Sydney = Gadigal people
Melbourne = Kulin people made up of Wurundjeri, Boonwurrung, Taungurong, Dja Dja Wurrung
Perth = Wadjuk Noongar people

Any normal study on the impact of a shrinking landmass would look at the tribal level first and foremost. Not in the weird and whacky Climate Science you just make up stuff as you go.

Sara
Reply to  Sara
January 16, 2018 8:47 am

Thank you, Aphan. It’s a relief to know that I no longer have to save the Earth. The They will do it for me. I can watch it on TV.

Oh, wait – I don’t have a TV.

Ed Bo
January 16, 2018 8:03 am

Can anyone say, “Post hoc ergo propter hoc”?

Aphan
Reply to  Ed Bo
January 16, 2018 8:09 am

Ed,
Now three times fast!

Mariano Marini
January 16, 2018 8:14 am

There are no pile dwelling in the Australian Continent?

rubberduck
Reply to  Mariano Marini
January 16, 2018 10:11 am

I’m not sure about pile dwellings. But it’s clear that there was no wheel, no writing system, no agriculture, no metallurgy. Some of these people lived well into their 30’s, but unfortunately our civilisation has not passed on their message for our lifestyle.

marianomarini
Reply to  rubberduck
January 16, 2018 10:20 am

Your are right. My searches shows me that it was a local, not a world wide technology.

James Francisco
Reply to  rubberduck
January 16, 2018 12:44 pm

My guess is that once they got the high tech ground axe that was all that was needed. Apparently the Amish and quakers thought that they needed just a little more.

Claude Harvey
January 16, 2018 8:19 am

All the education the world has to offer will not “make a silk purse of a sow’s ear”.

Sara
Reply to  Claude Harvey
January 16, 2018 8:51 am

All the education the world has to offer will not make an idiot any MORE brilliant than he already is.

Claude Harvey
Reply to  Sara
January 16, 2018 3:09 pm

Intelligence and objectivity are two entirely different things.
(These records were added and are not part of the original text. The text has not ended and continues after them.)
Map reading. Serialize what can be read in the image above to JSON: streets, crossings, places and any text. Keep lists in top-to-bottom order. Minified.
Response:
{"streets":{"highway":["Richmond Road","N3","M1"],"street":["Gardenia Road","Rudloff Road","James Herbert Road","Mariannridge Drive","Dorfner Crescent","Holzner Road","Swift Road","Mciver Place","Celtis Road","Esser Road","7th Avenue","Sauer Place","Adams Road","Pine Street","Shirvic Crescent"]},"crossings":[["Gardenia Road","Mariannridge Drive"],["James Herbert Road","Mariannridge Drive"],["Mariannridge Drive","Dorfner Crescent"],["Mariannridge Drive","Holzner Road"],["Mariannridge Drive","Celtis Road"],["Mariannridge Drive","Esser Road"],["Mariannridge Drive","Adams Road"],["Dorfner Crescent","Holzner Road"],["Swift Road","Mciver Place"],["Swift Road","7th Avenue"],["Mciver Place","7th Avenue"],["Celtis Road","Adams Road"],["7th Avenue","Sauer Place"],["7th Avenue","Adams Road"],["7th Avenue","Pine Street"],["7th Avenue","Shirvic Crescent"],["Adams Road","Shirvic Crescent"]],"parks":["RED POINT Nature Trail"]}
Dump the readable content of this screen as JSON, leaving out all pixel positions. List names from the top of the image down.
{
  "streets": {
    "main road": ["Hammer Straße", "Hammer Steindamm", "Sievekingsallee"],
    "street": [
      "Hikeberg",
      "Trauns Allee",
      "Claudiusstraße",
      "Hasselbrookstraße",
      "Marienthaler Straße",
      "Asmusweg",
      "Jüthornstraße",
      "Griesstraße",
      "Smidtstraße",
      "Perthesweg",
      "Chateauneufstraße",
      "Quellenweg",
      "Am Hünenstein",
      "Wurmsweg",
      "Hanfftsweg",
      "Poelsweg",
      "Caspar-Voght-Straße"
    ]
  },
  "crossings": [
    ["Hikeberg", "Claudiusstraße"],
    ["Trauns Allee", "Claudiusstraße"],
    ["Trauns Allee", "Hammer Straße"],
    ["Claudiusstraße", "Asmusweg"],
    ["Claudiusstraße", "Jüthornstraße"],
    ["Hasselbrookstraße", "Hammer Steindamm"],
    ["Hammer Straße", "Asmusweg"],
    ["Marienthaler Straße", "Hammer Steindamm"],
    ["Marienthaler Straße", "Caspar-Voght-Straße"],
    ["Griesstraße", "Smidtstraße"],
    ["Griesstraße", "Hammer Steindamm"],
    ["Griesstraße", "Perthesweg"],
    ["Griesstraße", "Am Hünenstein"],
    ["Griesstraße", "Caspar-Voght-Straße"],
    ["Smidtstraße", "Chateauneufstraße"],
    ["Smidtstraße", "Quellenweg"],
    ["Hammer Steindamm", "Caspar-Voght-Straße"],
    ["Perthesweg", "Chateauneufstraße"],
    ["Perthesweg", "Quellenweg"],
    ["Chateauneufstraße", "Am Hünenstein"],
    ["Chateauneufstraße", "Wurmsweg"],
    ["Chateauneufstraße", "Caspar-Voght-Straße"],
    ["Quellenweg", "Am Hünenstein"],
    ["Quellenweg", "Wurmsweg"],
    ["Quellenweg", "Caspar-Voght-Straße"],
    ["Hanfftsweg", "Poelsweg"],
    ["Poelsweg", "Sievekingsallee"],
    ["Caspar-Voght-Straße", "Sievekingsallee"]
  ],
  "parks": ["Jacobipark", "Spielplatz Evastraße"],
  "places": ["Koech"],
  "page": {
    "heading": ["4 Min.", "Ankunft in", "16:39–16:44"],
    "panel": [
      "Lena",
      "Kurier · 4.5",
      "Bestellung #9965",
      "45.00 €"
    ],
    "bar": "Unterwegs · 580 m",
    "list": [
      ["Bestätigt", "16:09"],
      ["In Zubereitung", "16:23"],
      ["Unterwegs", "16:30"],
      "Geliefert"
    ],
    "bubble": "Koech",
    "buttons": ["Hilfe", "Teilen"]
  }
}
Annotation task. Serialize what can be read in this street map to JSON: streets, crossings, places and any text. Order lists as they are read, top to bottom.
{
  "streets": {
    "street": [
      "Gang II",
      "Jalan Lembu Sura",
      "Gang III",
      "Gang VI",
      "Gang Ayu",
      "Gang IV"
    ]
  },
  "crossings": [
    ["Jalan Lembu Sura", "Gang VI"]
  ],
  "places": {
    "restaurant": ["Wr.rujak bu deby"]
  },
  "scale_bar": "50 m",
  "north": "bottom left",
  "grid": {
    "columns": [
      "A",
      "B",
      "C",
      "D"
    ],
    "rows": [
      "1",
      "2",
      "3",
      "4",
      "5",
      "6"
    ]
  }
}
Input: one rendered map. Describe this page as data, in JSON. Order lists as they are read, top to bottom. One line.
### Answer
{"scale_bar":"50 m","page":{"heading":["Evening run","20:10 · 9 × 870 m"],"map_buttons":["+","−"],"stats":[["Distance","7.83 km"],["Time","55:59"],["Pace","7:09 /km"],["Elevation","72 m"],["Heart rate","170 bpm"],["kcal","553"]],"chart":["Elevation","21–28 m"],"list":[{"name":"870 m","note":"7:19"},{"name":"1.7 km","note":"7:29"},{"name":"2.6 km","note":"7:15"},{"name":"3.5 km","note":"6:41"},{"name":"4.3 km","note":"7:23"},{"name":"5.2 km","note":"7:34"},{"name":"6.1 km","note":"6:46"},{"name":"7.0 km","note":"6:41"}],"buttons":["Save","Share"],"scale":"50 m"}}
It’s the latter you’ll find missing in fools up and down the intelligence scale

Coeur de Lion
January 16, 2018 8:28 am

What really happened was the elimination of megafauna by invasive aborigines.

Editor
January 16, 2018 8:44 am

It is hard to believe that 1 person per 147 km² is crowding…..(for the US, that is one person every 56 square miles….a square area 7.5 miles on a side.)

rocketscientist
Reply to  Kip Hansen
January 16, 2018 9:08 am

The population density is a specious misleading value when spread over vast expanses of not-easily-inhabited land.
Yes, one could put the entire population of the US into west Texas, but what would they eat or drink. It’s essentially non-sustainable even with todays technological levels.

RHS
Reply to  rocketscientist
January 16, 2018 9:33 am

Placing nearly 400 million of us in to the space of west Texas, food and drink wouldn’t bother me.
I’m sure in our high rise dwellings we’d have modern conveniences brought to us some how.
My concern would be dealing with all the people induced methane which would be near constant.

jmichna
Reply to  Kip Hansen
January 16, 2018 9:38 am

Our county’s population density is roughly 1.8 people per sq mile, and that’s pretty sparse, even for the far western UP.

Latitude
January 16, 2018 8:47 am

He just said a warming world supports a higher smarter population………

rocketscientist
January 16, 2018 9:02 am

Fish traps leave behind rather compelling artifacts whose technological sophistication indicates obvious intent (to catch fish for sustenance).

What paleological evidence supports the theory of deliberate landscape burning? How can one delineate between intentional fire setting and accidental fires from merely looking at paleologic ash fields? That’s one heck of an arson investigation!
I am no expert, but I do not believe the Australian aboriginal culture practiced agriculture, the primary reason for clearing land. They probably practiced opportunistic scavenging behaviors near natural fires similar to the birds they were learning from.
More likely would be the congestion of peoples merely increased the accidental release of fires into the environment.

PeterW.
Reply to  rocketscientist
January 16, 2018 10:43 pm

You don’t have to spend much time in south-Eastern Australia in the height of summer, to realise that late-spring burning is a defence-mechanism.

Imagine living in a landscape that is an endless expanse of flammable material, on a scorching day, knowing that there are no firefighters , no refuge areas and no method of “getting out of Dodge” quicker than your own two feet.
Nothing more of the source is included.